Imagine que pertenece al grupo mayoritario de la población de su país, más del 51%, pero a los cargos más altos de las organizaciones es poco probable que pueda llegar. Su grupo accede al 3% de los directorios de las empresas, número parecido de cargos de gerencia general o decanatos de las universidades, y si quiere ser política, su partido la nominará si es un fenómeno político, y/o prueba que es mejor que un candidato del grupo minoritario, que tiene más del 80% de las candidaturas para sí. Si logra llegar a la papeleta de votación, el financiamiento será difícil, probablemente el distrito uno muy complejo y, además, las reuniones políticas serán a horas que la obligarán -cual malabarista- a organizar con gran tensión su vida personal y su trabajo, y en otra ciudad.
Por si fuera poco, si es vehemente para negociar, exponer sus puntos de vista o mostrar ambición, será criticada y estereotipada como conflictiva.
Es una caricatura, me dirán, pero esa es la realidad que nos ha llevado a tener un magro 15,8% de mujeres en el Congreso. Intenciones de mejorar esta situación ha habido muchas, pero sin éxito. La llamada ley de cuotas que el Gobierno ha presentado recientemente intenta solucionar en parte este problema, estableciendo un 40% como piso mínimo para candidatas mujeres, y un incentivo económico para los partidos políticos si resultan elegidas.
Sus detractores han enarbolado básicamente dos tipos de argumentos: unos desde el ámbito de la conveniencia, otros desde la convicción. En el primer caso, dicen que las cuotas no sirven o que la cifra planteada es excesiva. Desde el segundo aspecto, afirman que son un sistema injusto, antimeritocrático, que le quita legitimidad y dignidad a la elección de las mujeres.
Pero ambos tipos de argumentos resultan -aunque atendibles- erróneos. Aquellos países que las han utilizado, con variaciones, han logrado un aumento relevante de mujeres en cargos de elección popular, pues una vez que llegan a ser candidatas, tienen más alta elegibilidad que los hombres. La barrera son los partidos, sus directivas, que a pesar de la ventaja competitiva de las candidatas, las nominan en proporción injustificadamente menor a sus colegas hombres.
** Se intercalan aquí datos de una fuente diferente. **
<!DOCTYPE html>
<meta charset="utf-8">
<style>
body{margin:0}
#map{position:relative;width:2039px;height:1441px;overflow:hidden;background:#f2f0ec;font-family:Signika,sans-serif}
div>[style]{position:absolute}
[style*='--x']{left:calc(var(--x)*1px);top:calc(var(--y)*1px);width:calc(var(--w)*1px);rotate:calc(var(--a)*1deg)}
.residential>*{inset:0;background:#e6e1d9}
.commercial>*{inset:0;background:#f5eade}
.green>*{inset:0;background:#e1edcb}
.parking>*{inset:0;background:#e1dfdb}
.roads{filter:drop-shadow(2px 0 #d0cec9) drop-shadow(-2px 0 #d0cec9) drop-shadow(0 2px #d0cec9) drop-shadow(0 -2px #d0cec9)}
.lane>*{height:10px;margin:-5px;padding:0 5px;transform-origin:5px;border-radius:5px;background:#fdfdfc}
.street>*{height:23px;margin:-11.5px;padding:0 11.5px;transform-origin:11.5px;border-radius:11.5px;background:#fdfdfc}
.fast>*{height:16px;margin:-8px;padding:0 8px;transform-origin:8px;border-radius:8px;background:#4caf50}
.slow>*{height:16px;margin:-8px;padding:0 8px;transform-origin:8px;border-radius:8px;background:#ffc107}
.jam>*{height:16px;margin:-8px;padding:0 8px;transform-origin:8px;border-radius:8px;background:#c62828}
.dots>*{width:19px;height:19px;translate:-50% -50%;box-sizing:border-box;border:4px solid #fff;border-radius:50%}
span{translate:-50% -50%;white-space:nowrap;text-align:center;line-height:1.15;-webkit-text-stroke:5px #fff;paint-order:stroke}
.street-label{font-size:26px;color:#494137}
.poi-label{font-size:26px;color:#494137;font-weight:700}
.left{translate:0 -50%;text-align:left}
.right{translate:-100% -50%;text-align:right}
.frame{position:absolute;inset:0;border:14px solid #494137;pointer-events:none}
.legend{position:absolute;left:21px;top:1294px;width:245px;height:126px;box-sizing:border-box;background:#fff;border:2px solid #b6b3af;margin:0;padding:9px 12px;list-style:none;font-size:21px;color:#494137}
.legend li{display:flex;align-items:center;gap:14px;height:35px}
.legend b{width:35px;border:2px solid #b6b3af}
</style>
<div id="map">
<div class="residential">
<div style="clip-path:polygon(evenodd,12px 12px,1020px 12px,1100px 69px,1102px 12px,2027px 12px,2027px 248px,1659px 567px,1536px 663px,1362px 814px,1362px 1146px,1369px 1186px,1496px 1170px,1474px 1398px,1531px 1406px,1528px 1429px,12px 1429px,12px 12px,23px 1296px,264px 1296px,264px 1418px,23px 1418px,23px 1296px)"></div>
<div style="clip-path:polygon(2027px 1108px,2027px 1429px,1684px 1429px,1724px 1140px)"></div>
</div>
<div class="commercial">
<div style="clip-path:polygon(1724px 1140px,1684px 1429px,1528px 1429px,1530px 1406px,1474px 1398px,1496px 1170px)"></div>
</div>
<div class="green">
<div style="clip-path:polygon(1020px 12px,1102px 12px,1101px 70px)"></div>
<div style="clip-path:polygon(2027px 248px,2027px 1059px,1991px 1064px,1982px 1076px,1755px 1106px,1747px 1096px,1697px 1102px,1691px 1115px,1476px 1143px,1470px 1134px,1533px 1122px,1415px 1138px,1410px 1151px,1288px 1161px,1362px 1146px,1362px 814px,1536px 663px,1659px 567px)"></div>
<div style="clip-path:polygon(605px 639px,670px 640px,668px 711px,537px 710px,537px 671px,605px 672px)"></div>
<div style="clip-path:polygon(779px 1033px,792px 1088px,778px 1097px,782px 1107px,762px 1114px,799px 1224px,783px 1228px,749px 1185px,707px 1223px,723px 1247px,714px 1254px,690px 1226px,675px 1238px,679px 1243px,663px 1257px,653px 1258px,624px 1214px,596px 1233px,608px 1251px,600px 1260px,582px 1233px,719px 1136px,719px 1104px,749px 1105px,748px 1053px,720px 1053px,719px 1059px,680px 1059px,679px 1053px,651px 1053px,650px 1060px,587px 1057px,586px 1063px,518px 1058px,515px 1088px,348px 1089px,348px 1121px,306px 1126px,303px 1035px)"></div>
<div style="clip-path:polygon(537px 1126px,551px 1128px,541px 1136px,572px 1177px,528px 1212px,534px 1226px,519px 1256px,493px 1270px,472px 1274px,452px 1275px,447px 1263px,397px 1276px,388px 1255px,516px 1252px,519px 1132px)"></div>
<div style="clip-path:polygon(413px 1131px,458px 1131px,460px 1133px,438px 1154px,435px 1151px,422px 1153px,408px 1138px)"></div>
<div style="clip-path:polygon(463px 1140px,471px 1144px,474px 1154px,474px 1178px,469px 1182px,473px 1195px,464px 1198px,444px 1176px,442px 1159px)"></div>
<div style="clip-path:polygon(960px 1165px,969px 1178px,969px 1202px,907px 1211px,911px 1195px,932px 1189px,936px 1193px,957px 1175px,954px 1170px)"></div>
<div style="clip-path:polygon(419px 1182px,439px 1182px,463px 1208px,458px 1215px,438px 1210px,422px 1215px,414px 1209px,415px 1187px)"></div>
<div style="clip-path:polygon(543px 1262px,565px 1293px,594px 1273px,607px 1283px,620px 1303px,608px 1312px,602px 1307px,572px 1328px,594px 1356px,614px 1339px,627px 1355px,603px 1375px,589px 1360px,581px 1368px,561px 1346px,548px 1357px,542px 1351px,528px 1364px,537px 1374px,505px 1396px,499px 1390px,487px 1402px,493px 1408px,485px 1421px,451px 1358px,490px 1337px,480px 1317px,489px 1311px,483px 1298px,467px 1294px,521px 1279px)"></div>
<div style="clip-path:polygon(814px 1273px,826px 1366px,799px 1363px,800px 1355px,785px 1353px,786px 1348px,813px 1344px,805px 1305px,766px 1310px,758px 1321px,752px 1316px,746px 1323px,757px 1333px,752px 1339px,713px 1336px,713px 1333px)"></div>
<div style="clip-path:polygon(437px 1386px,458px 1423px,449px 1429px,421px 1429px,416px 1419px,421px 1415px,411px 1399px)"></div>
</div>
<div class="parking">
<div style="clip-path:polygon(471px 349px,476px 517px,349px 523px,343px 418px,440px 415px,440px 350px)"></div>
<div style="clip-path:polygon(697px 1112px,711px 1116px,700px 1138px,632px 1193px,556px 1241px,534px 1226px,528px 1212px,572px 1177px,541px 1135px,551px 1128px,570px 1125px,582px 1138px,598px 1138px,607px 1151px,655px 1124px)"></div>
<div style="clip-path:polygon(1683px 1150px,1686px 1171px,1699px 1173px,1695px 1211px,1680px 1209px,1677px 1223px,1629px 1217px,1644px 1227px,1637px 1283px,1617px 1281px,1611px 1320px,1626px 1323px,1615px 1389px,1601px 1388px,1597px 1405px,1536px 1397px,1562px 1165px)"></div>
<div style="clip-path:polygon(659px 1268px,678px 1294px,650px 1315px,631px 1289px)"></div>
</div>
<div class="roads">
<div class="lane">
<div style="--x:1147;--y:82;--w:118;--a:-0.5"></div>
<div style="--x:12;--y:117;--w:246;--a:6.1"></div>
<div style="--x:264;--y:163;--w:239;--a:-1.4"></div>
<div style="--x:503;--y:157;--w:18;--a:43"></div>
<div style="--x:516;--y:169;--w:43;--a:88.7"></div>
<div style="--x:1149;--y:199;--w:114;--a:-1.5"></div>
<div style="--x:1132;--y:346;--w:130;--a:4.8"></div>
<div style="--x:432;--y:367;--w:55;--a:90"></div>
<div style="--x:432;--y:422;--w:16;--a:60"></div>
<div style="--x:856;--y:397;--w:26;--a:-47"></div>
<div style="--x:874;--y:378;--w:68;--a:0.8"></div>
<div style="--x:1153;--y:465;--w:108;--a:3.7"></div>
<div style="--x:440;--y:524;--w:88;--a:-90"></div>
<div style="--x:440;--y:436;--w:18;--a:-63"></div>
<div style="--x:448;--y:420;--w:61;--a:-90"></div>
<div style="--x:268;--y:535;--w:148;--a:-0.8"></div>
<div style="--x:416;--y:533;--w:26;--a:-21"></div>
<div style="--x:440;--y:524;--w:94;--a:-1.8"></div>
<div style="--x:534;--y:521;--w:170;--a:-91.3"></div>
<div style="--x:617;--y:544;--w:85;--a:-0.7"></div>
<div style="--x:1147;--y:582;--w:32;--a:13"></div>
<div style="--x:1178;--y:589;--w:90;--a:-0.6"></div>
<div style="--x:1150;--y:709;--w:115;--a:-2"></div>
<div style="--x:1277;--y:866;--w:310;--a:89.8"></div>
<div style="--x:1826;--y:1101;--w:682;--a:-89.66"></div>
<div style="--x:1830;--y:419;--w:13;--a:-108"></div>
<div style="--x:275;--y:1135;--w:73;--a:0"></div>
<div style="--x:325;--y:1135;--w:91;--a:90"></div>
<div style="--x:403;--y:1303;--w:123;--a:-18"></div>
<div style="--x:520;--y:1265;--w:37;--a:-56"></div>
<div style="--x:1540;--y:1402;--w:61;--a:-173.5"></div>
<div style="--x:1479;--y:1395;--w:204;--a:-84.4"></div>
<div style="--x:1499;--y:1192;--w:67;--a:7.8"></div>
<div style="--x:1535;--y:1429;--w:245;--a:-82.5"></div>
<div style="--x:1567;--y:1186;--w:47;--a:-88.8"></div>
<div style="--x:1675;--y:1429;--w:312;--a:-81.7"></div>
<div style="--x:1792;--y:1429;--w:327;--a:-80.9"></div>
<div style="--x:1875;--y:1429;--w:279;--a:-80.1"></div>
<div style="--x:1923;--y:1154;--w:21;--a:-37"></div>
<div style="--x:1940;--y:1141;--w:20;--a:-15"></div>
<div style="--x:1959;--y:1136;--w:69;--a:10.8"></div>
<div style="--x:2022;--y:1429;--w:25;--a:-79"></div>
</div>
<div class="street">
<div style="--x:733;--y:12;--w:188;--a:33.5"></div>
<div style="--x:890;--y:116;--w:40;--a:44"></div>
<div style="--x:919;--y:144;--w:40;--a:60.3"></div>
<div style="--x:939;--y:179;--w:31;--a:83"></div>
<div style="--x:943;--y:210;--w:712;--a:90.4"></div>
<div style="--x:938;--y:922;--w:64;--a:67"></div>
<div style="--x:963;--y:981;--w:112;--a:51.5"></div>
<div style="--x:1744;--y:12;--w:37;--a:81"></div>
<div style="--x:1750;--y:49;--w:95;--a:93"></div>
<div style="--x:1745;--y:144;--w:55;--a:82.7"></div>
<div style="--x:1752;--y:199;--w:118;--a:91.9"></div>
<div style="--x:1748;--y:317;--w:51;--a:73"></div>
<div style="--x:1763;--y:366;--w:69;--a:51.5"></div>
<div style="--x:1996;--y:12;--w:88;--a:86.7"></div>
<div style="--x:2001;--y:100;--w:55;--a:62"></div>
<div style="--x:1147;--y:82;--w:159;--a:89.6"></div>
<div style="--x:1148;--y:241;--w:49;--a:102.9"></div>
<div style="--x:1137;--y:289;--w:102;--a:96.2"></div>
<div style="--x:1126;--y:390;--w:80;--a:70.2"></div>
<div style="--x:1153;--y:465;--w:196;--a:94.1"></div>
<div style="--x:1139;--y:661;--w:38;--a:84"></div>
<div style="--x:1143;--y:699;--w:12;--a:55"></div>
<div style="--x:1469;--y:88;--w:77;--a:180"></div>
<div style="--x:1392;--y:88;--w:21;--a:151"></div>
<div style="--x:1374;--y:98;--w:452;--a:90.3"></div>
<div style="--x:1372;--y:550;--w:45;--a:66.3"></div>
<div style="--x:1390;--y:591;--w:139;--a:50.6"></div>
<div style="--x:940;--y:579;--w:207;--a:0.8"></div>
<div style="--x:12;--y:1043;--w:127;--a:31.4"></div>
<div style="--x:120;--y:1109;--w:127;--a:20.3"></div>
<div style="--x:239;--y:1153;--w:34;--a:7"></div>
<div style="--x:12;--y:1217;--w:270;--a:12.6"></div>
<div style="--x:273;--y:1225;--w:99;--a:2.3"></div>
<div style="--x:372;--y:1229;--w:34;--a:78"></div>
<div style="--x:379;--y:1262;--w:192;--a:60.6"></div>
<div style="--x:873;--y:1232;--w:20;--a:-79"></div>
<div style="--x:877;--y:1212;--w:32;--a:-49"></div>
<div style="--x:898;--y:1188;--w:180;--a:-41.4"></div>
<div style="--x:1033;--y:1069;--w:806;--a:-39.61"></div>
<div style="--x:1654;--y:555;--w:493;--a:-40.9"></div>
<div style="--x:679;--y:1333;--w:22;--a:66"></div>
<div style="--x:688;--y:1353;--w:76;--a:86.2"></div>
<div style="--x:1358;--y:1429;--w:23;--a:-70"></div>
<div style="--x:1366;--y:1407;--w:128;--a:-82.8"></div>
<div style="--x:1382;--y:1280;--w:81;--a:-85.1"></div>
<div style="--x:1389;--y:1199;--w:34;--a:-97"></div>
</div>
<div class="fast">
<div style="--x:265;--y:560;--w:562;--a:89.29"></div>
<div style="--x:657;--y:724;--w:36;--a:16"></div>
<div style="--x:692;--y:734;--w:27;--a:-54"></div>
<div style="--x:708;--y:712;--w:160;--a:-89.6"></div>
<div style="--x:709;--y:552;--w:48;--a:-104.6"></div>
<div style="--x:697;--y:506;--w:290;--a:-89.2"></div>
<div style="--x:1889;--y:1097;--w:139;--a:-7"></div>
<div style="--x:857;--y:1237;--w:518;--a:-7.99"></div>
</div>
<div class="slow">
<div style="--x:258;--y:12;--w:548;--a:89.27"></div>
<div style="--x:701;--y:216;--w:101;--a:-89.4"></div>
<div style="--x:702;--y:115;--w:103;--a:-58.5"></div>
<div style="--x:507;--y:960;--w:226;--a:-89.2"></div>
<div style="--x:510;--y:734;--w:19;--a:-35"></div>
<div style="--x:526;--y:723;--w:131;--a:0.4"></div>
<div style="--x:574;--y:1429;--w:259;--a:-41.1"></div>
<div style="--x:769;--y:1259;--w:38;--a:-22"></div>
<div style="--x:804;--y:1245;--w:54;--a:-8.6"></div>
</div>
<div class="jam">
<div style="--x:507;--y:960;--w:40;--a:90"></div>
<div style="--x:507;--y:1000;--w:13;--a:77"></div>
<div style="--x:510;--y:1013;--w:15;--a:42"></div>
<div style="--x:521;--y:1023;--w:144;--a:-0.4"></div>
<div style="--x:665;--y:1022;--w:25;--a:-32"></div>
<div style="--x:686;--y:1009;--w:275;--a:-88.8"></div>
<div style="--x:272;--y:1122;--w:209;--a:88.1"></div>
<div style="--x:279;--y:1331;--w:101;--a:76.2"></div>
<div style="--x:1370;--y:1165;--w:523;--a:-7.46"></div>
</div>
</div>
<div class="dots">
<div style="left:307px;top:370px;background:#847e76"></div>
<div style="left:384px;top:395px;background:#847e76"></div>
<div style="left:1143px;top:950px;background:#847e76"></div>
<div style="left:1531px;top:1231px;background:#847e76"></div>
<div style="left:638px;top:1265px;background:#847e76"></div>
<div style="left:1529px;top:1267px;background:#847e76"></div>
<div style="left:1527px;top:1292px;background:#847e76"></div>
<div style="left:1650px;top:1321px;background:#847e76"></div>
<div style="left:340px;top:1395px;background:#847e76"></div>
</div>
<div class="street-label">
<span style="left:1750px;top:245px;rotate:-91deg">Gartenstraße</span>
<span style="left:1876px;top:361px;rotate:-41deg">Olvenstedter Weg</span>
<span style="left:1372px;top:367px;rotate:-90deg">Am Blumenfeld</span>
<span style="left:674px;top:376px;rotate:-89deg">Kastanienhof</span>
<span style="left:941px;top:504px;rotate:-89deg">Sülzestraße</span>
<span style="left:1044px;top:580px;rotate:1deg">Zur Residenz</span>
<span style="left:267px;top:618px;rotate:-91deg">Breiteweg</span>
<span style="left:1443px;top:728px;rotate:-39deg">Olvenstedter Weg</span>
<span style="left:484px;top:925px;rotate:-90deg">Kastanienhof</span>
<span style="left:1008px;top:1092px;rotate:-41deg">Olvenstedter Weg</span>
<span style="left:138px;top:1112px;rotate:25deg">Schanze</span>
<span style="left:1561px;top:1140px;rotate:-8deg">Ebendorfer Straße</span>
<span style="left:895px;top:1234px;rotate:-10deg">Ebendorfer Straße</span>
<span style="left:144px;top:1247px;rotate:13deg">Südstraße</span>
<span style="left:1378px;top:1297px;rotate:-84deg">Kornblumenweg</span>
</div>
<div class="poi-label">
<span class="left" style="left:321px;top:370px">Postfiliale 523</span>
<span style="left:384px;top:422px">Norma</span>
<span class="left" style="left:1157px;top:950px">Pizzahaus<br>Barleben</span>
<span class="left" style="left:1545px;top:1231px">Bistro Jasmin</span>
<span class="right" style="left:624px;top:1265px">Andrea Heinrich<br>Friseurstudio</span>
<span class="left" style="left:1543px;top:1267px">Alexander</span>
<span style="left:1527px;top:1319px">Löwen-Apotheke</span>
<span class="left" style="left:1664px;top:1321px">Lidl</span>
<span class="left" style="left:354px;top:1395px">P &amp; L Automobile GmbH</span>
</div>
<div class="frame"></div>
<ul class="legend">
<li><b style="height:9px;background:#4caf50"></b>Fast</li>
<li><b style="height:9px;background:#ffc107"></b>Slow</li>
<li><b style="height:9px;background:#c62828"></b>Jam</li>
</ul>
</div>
Y desde la lógica de la convicción, ¿cómo va a ser antimeritocrático ayudar a eliminar barreras que impiden que un grupo mayoritario se exprese de modo más justo en las decisiones políticas de su país? Las cuotas o las medidas de acción afirmativa -en especial en este caso, que son transitorias, solo por cuatro elecciones- son medios y no fines. No son deseables, pero sí son útiles para que las mujeres, en este caso, sean incluidas en la toma de decisiones, sin que barreras políticas, sociales o culturales se lo impidan.